In Latin America , Microsoft assisted local authorities in their pursuit of spammers promoting and selling illegally copied software. As part of its investigations of three of the cases in 2003, the Office of Judicial Intelligence of the Colombia National Police ( “DIJIN” ) concluded that the spammers gained illegal access to the e-mail address databases of magazine publishers and distributors, and used those addresses to send illegal software offers to unsuspecting consumers. This further illustrates the seriousness of the problem and its close relationship with other Internet safety issues. The partnership with the governments of Panama and Columbia resulted in four cases being filed in South America against spammers.

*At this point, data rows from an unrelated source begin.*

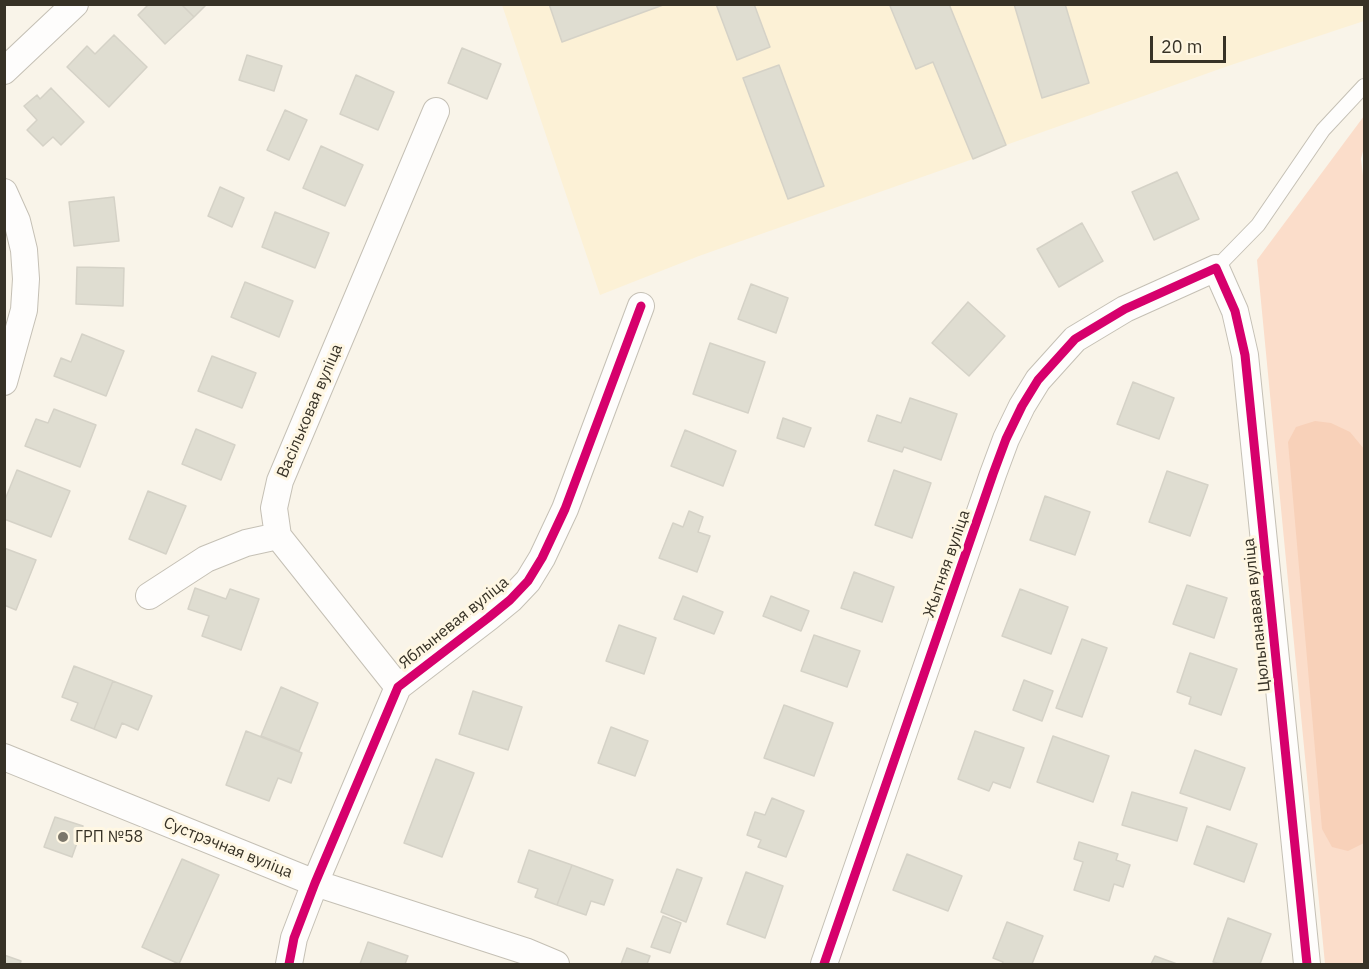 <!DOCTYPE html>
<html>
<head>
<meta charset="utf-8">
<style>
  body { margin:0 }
  #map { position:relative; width:1369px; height:969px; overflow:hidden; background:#f9f4e9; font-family:"IBM Plex Sans",sans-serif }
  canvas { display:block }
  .frame { position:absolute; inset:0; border:6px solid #373226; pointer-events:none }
  .scale { position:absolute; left:1150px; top:36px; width:76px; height:27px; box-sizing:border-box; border:3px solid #373226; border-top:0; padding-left:8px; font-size:18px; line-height:21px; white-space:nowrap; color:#373226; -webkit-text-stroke:4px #fff7e3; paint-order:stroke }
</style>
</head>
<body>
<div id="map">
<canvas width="1369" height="969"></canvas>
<div class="frame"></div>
<div class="scale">20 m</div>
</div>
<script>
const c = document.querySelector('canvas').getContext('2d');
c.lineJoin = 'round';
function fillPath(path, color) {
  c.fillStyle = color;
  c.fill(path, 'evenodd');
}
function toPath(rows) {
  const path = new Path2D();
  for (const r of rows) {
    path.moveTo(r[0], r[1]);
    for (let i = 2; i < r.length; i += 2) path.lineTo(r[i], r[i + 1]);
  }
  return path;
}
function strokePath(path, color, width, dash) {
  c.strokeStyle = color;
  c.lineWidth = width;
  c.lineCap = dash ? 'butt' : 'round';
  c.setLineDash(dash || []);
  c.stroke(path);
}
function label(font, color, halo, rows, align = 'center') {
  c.font = font + ' "IBM Plex Sans",sans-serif';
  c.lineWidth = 6;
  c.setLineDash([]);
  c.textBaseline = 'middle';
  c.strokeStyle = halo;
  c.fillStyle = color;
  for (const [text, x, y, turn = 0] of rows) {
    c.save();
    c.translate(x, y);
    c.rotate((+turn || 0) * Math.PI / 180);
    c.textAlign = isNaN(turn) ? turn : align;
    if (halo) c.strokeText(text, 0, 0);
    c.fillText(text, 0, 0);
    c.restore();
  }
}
fillPath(toPath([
  [1362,4,1364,21,1228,66,1006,145,973,159,699,256,600,295,502,5]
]), '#fcf1d6');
fillPath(toPath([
  [1364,116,1364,147,1361,159,1364,184,1364,964,1325,964,1257,260]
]), '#fbddca');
fillPath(toPath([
  [1315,421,1331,423,1350,432,1364,449,1364,843,1348,851,1332,847,1322,829,1288,442,1296,427]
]), '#f8d1b9');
const building = toPath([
  [149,4,181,4,194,17,165,44,138,15,149,4],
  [181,4,207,4,194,17,181,4],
  [549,4,663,4,663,5,562,42,549,4],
  [716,4,754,4,770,47,737,60,716,4],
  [894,4,949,4,1006,145,973,159,933,62,916,69,890,6,894,4],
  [1014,4,1065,4,1089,83,1042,98,1014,4],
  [114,35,147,67,109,107,67,67,87,46,95,54,114,35],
  [462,48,501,64,487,99,448,83,462,48],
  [247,55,282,66,274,91,239,80,247,55],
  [779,65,824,186,788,199,743,78,779,65],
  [356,75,394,92,378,130,340,114,356,75],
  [51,88,84,122,61,145,53,137,43,146,27,130,37,120,24,106,37,95,40,99,51,88],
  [285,110,307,120,289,160,267,150,285,110],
  [321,146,363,165,345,206,303,188,321,146],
  [1177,172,1199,219,1154,240,1132,192,1177,172],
  [220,187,244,198,232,227,208,216,220,187],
  [114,197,119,241,74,246,69,202,114,197],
  [275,212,329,233,315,268,262,247,275,212],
  [1082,223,1103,261,1059,287,1037,249,1082,223],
  [77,267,124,268,123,306,76,304,77,267],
  [245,282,293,301,279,337,231,317,245,282],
  [751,284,788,298,776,333,738,319,751,284],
  [968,302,1005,336,969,376,932,343,968,302],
  [82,334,124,351,106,396,54,376,61,358,71,362,82,334],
  [710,343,765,362,748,413,693,394,710,343],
  [212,356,256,373,242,408,198,391,212,356],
  [1133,382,1174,398,1159,439,1117,424,1133,382],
  [910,398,957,414,941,460,904,447,902,452,868,441,877,415,901,423,910,398],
  [54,409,96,425,80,467,25,446,36,419,48,423,54,409],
  [783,418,811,428,804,447,777,438,783,418],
  [196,429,235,445,221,480,182,464,196,429],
  [685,430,736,451,723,486,671,466,685,430],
  [17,470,70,491,51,537,4,519,4,502,17,470],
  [894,470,931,483,912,538,875,525,894,470],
  [1167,471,1208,485,1190,536,1149,522,1167,471],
  [148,491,186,506,166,554,129,539,148,491],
  [1045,496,1090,512,1075,555,1030,540,1045,496],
  [689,511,703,517,698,532,710,536,697,572,659,558,673,523,683,527,689,511],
  [4,548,36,560,16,610,4,605,4,548],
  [854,572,894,587,882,622,841,608,854,572],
  [1187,585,1227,598,1214,638,1173,624,1187,585],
  [195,588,226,599,230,589,259,599,241,650,202,636,209,616,188,609,195,588],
  [1020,589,1068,607,1051,654,1002,636,1020,589],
  [683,596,723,612,714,634,674,619,683,596],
  [771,596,809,611,801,631,763,616,771,596],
  [619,625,656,638,644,674,606,661,619,625],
  [814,635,860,651,847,687,801,671,814,635],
  [1082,639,1107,648,1082,717,1056,708,1082,639],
  [1190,653,1237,669,1221,715,1189,704,1191,697,1177,692,1190,653],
  [74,666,113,681,94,729,71,720,78,703,62,697,74,666],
  [1024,680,1053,691,1042,721,1013,710,1024,680],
  [113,681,152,696,138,730,122,723,116,738,94,729,113,681],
  [281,687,318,703,299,751,261,736,281,687],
  [473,691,522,707,508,750,459,734,473,691],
  [784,705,833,723,814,776,764,758,784,705],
  [611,727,648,741,635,776,598,763,611,727],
  [246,731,302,753,291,783,278,778,269,801,226,785,246,731],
  [975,731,1024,748,1010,788,993,782,989,791,958,779,975,731],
  [1053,736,1109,756,1093,802,1037,782,1053,736],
  [1195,750,1245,768,1230,810,1180,793,1195,750],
  [436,759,474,773,442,857,404,843,436,759],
  [1132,792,1187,808,1177,841,1122,825,1132,792],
  [772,798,804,811,786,857,758,847,761,840,747,835,755,812,765,815,772,798],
  [55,817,83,826,72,857,44,847,55,817],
  [1207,826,1257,844,1244,882,1194,864,1207,826],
  [1079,842,1118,854,1116,860,1130,865,1123,887,1114,884,1109,901,1074,890,1083,862,1074,859,1079,842],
  [529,850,572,865,557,905,535,897,538,889,518,882,529,850],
  [907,854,962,876,948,911,893,890,907,854],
  [182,859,219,875,179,964,142,947,182,859],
  [572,865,613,880,604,905,591,901,586,915,557,905,572,865],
  [677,869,702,878,686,922,661,912,677,869],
  [746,872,783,886,765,938,727,924,746,872],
  [663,916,681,923,670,953,651,947,663,916],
  [1228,918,1271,934,1260,964,1221,964,1213,962,1228,918],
  [1007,922,1043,936,1032,964,1002,964,1003,962,993,958,1007,922],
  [368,942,408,956,405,964,360,964,368,942],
  [627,948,650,956,647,964,621,964,627,948],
  [4,955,21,961,20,964,4,964,4,955],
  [1155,956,1177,964,1151,964,1155,956]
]);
fillPath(building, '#dfddd1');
strokePath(building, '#d5d2c7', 1.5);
const lane = toPath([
  [1216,268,1258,225,1323,130,1364,86]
]);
const street = toPath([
  [4,71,75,4],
  [4,192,17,221,24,250,26,279,24,310,4,382],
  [149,596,206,559,246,543,278,536],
  [398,687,278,536,274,508,280,481,436,111],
  [4,757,315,883,525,951,556,964],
  [289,964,294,938,315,883,398,687,488,618,510,600,528,581,542,558,565,509,641,306],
  [824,964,993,474,1006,439,1022,406,1038,380,1075,339,1125,309,1216,268,1235,311,1245,355,1307,964]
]);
strokePath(lane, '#c5c0b5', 16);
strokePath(street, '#c5c0b5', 28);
strokePath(lane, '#fefdfc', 14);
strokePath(street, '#fefdfc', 26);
strokePath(toPath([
  [289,964,294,938,315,883,398,687,488,618,510,600,528,581,542,558,565,509,641,306],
  [824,964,993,474,1006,439,1022,406,1038,380,1075,339,1125,309,1216,268,1235,311,1245,355,1307,964]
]), '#d6006c', 9);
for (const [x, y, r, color] of [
  [63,837,6,"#7b766a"]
]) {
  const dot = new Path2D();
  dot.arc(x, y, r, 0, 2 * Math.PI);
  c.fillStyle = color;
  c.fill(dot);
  strokePath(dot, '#fff7e3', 2);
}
label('16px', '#373226', '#fff7e3', [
  ["Васільковая вуліца",310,411,-67],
  ["Жытняя вуліца",947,564,-71],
  ["Цюльпанавая вуліца",1257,615,-96],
  ["Яблыневая вуліца",454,623,-39],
  ["Сустрэчная вуліца",228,848,22]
]);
label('16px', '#373226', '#fff7e3', [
  ["ГРП №58",75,837]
], 'left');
</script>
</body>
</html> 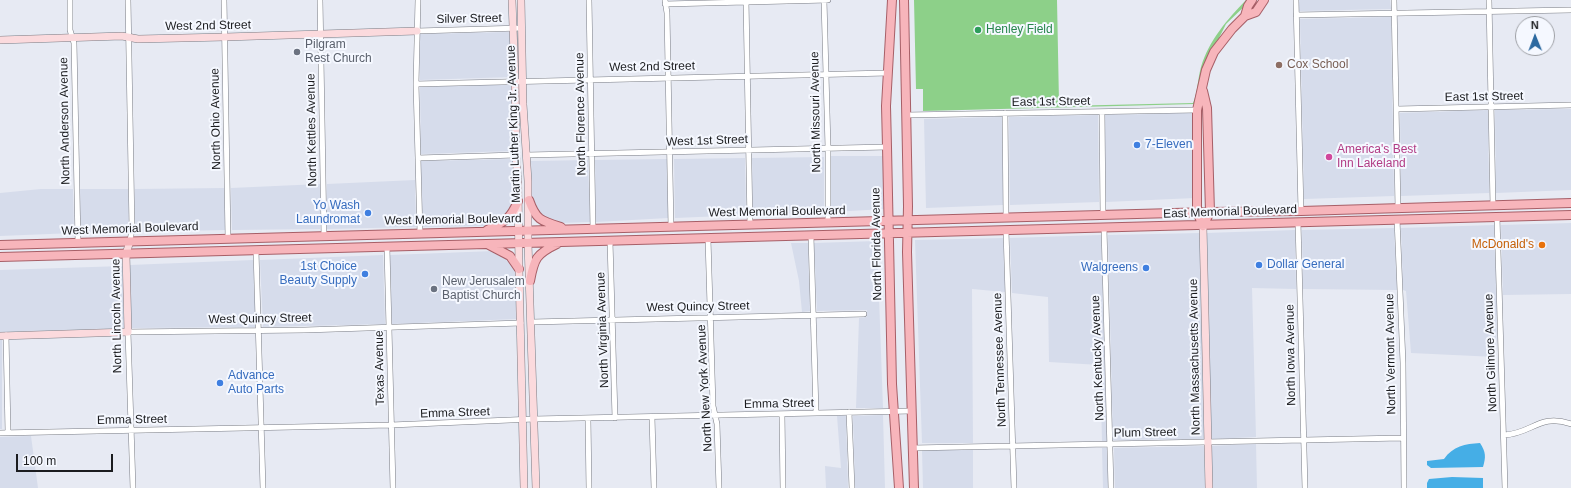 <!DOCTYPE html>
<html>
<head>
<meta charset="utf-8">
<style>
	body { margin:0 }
	#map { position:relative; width:1571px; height:488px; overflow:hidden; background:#e7eaf3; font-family:Helvetica,sans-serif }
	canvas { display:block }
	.north { position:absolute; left:1515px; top:16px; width:40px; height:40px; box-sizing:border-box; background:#f5f8ff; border:1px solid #9ea0a5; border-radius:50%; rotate:359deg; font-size:11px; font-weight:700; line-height:16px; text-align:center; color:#1b1c1f }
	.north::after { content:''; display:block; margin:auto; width:14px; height:18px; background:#2c69a0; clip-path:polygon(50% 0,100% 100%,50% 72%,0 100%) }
	.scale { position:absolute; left:16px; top:454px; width:97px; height:18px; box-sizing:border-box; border:2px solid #1b1c1f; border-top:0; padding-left:5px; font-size:12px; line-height:14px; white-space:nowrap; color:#1b1c1f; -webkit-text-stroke:3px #f5f8ff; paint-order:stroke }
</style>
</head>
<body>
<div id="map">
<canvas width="1571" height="488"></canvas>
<div class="north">N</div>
<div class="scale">100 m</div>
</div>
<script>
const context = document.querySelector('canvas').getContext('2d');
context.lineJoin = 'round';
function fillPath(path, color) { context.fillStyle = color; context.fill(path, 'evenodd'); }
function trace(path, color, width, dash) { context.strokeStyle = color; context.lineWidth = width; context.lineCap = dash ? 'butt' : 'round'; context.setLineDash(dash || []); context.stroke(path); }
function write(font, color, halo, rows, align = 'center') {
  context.font = font + ' Helvetica,sans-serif'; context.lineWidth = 4; context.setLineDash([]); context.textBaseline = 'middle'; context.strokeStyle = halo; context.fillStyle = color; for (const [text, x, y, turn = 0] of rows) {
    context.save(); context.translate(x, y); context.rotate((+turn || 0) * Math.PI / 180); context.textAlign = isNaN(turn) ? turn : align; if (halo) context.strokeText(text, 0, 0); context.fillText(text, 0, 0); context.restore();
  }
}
const built = new Path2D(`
	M1299 0H1390L1391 9 1299 11Z
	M1391 17 1394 196 1304 199 1300 19Z
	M510 32 512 77 420 80V34Z
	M512 84V151L421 154 420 87Z
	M1571 109V190L1496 193 1495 110Z
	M1488 110 1489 193 1401 196 1400 113Z
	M1194 113 1195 198 1106 202 1105 115Z
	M1098 115 1099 202 1010 205 1009 117Z
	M1002 117 1003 205 926 208 924 119Z
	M831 156H884L885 209 831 212Z
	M824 157V212L753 215 752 158Z
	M745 158 746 215 675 218 674 159Z
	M513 159 515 200 505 217 488 226 423 227 421 161Z
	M667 159 668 218 596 222 595 160Z
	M588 160 590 222 560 223 548 220 539 214 532 199 531 161Z
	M415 180 416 227 327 229V184Z
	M320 184V229L232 230 231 188Z
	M224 188 225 230 135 232V189Z
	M41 189H73L74 233 0 236V193Z
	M80 189H128L129 232 81 233Z
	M1571 223V294L1503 295 1501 225Z
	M1494 225 1497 311 1496 357 1411 353 1406 291 1403 290 1401 228Z
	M1394 228 1397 290 1303 289 1302 230Z
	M1295 230 1296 289 1252 288 1256 437 1211 439 1206 233Z
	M1200 233 1204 439 1113 440 1108 235Z
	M1101 235 1107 441H1102L1100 365 1049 362 1048 297 1012 293 1010 238Z
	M1003 238 1005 292 972 289 973 443H922L915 240Z
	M877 241 883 408H856L859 318 867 317V310L817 311 814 243Z
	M791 243H808L810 311 802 312 799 281Z
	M494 251 508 259 515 270 517 319 392 324 390 255Z
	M383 255 385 324 263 327 260 260Z
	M253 260 256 327 131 328 130 265Z
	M123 266 124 328 0 332V270Z
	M0 339H2V429H0Z
	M883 415 885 488H855L853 416Z
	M837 416H846L848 488H826L825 466 841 468Z
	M31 436 38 488H0V437Z
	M1256 444 1257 488H1212L1211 446Z
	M1204 446 1205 488H1115L1114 448Z
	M1102 448H1107L1108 488H1103Z
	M922 450H973V488H923Z`);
const green = new Path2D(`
	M914 0H1057L1059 103 1062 106 1193 103C1197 96 1198 77 1201 67 1209 40 1227 20 1246 0H1251L1226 24 1218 40 1195 104 923 111V89H916Z`);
const water = new Path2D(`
	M1480 443C1486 452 1486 457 1483 467L1431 468 1427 465V461L1444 459C1453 446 1465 444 1480 443Z
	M1452 477 1483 478V488H1427V483L1429 479Z`);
const street = new Path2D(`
	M70 0V30L74 43 78 242
	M128 0 132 229 130 241
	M224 0 228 238
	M320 0 324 236
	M418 0 416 84 420 233
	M589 0 593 229
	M665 0 667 13 671 227
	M746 0 750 224
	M824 0 828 148V223
	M1296 0 1301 211
	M1394 0 1398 208
	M1489 0 1493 206
	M665 4 828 0
	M1296 15 1571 10
	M417 31 522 28
	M416 84 888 73
	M1397 109 1571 105
	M1102 112 1103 214
	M1005 113 1006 217
	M906 115 1197 110
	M527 155 887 147
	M418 158 516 155
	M1497 217 1505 488
	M1397 219 1403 363 1404 488
	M1298 222 1305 488
	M1104 228 1111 488
	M1006 231 1014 488
	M811 236 816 413
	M708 239 713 406 717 424 719 488
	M610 241 615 418
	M387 248 393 488
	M256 251 263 488
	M532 322 864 314
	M6 335 8 432
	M849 412 852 488
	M782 414 783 488
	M652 417 654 488
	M588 419 589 488
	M0 433 391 425 534 419 911 411
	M1504 435C1532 434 1539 413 1571 424
	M913 448 1402 438
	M133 488 128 332 305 330 521 323`);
const secondary = new Path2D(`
	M512 0 515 81 516 155 518 184 519 269 524 488
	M521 0 523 104 528 181V243L536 488
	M0 40 122 36 138 39 225 37 417 31
	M1203 226 1209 488
	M0 336 128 332 126 254 130 241`);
const primary = new Path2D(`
	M892 0 886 106 887 147 892 384 899 488
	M904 0 908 206 907 252 914 488
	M1245 16 1248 6 1252 0
	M529 200C536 220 541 221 561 227
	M1203 226 1197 212V110L1206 70 1214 52 1232 29 1245 16 1256 12 1264 0
	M1203 226 1210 212 1207 108 1203 91
	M487 230C504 222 510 220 518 201
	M0 245 1210 212 1301 211 1571 203
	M489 245 510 256 519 269
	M0 257 1571 215
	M530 281C534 259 536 254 557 244`);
const markers = [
	[978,30,4,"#2e9e5b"],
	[297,52,4,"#6b7280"],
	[1279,65,4,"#8d6e63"],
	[1137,145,4,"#3f7fe0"],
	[1329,157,4,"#d1479c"],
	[368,213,4,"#3f7fe0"],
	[1542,245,4,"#e8710a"],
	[1259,265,4,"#3f7fe0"],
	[1146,268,4,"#3f7fe0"],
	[365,274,4,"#3f7fe0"],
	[434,289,4,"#6b7280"],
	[220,383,4,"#3f7fe0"]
];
const streetNames = [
	["Silver Street",469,19,-1],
	["West 2nd Street",208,26,-1],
	["West 2nd Street",652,67,-1],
	["East 1st Street",1484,97,-1],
	["East 1st Street",1051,102,-1],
	["North Missouri Avenue",816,112,-91],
	["North Florence Avenue",581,114,-91],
	["North Ohio Avenue",216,119,-91],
	["North Anderson Avenue",65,121,-91],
	["Martin Luther King Jr. Avenue",514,124,-92],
	["North Kettles Avenue",312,130,-91],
	["West 1st Street",707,141,-2],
	["West Memorial Boulevard",777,212,-1],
	["East Memorial Boulevard",1230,212,-2],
	["West Memorial Boulevard",453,220,-1],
	["West Memorial Boulevard",130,229,-2],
	["North Florida Avenue",877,244,-91],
	["West Quincy Street",698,307,-1],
	["North Lincoln Avenue",117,316,-91],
	["West Quincy Street",260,319,-1],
	["North Virginia Avenue",603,330,-92],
	["North Gilmore Avenue",1491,353,-92],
	["North Vermont Avenue",1391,354,-91],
	["North Iowa Avenue",1291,355,-91],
	["North Massachusetts Avenue",1195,357,-91],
	["North Kentucky Avenue",1098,358,-92],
	["North Tennessee Avenue",1000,360,-92],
	["Texas Avenue",380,368,-91],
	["North New York Avenue",705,388,-93],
	["Emma Street",779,404,-1],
	["Emma Street",455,413,-2],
	["Emma Street",132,420,-1],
	["Plum Street",1145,433,-1]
];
const leisureNames = [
	["Henley Field",986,30]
];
const worshipNames = [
	["Pilgram",305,45],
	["Rest Church",305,59],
	["New Jerusalem",442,282],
	["Baptist Church",442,296]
];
const educationNames = [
	["Cox School",1287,65]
];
const shopNames = [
	["7-Eleven",1145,145],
	["Yo Wash",360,206,"right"],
	["Laundromat",360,220,"right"],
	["Dollar General",1267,265],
	["1st Choice",357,267,"right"],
	["Beauty Supply",357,281,"right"],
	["Walgreens",1138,268,"right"],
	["Advance",228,376],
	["Auto Parts",228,390]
];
const hotelNames = [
	["America's Best",1337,150],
	["Inn Lakeland",1337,164]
];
const foodNames = [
	["McDonald's",1534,245]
];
fillPath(built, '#d6dceb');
fillPath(green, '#8dd089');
fillPath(water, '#45aee6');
trace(street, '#797c84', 6);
trace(secondary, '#797c84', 8);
trace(primary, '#a75f67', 10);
trace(street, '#fff', 5);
trace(secondary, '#fbdadd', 7);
trace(primary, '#f7b5bb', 8);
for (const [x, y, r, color] of markers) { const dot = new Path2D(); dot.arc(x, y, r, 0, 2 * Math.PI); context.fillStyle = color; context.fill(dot); trace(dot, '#f5f8ff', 1.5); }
write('12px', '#1b1c1f', '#f5f8ff', streetNames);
write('12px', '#27864d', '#f5f8ff', leisureNames, 'left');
write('12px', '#5b616d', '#f5f8ff', worshipNames, 'left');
write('12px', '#785e54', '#f5f8ff', educationNames, 'left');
write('12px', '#366cbe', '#f5f8ff', shopNames, 'left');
write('12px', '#b23c85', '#f5f8ff', hotelNames, 'left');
write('12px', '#c56008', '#f5f8ff', foodNames, 'right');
</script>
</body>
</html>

In Asia , Microsoft partnered separately with the Computer Crime Squad of Taiwan’s Criminal Investigation Bureau, the Korean Information Security Agency (KISA) and Japan’s Ministry of Public Management, Home Affairs, Posts and Telecommunications and the Ministry of Economics, Trade and Industry to take legal actions against spammers soliciting pornographic DVDs and directing recipients to a variety of websites advertising pornography and adult-oriented services. The partnerships immediately resulted in three enforcement actions in Taiwan, six in Korea, four in Japan, and two in Thailand — a total of 15 cases, with another eight referred to law enforcement in Thailand.
A growing volume of spam including spam in the Chinese, Japanese, and Korean languages — originates in Asia and targets Asian consumers, and this local spam is the focus of Microsoft’s North Asia enforcement efforts. Microsoft is the first non-Asian based company to join forces with Asian governments to target spammers. Microsoft has also worked to inform government agencies and business about known hijacked IP addresses in order to keep these open proxy servers secure from spammers. In Japan, Microsoft’s MSN teamed with Yahoo! to establish an anti-spam consortium to support government agencies and drive additional enforcement action against spammers in that region.
Microsoft worked closely with the Royal Thai Police on several investigations involving pornographic spam directed at MSN Hotmail users in Thailand. In Malaysia, Microsoft responded to the government’s discussion paper on spam describing the scope and proposing ways to address the problem. In Australia, Microsoft worked with local industry and government officials to help develop and support a strong federal anti-spam law that takes effect in 2004. Microsoft has also collaborated with the Singapore government and local industry on ways to address the spam problem in Singapore.
A Multi-Pronged Approach
Enforcement is one component of a multi-pronged approach required to solve the spam problem. Microsoft’s goal in bringing legal-enforcement cases is to decrease the incentive and increase the risk for spammers around the world.
Microsoft made significant progress in other areas of the anti-spam effort in 2003. At COMDEX Las Vegas 2003 in November, Microsoft Chairman and Chief Software Architect Bill Gates unveiled SmartScreen spam-filtering technology based on machine-learning, and also announced plans to complete the deployment of the new product with a specialized version for Microsoft Exchange Server 2003. In April, Microsoft spearheaded the establishment of the Anti-Spam Technology Alliance (ASTA) with other major ISPs and industry partners to establish e-mail best practices and attack spam through a united front. In December, U.S. President George W. Bush signed into law the federal CAN-SPAM Act criminalizing many of the tactics spammers use to conceal their true identity and providing ISPs and state attorneys general with strong enforcement tools to litigate against spammers.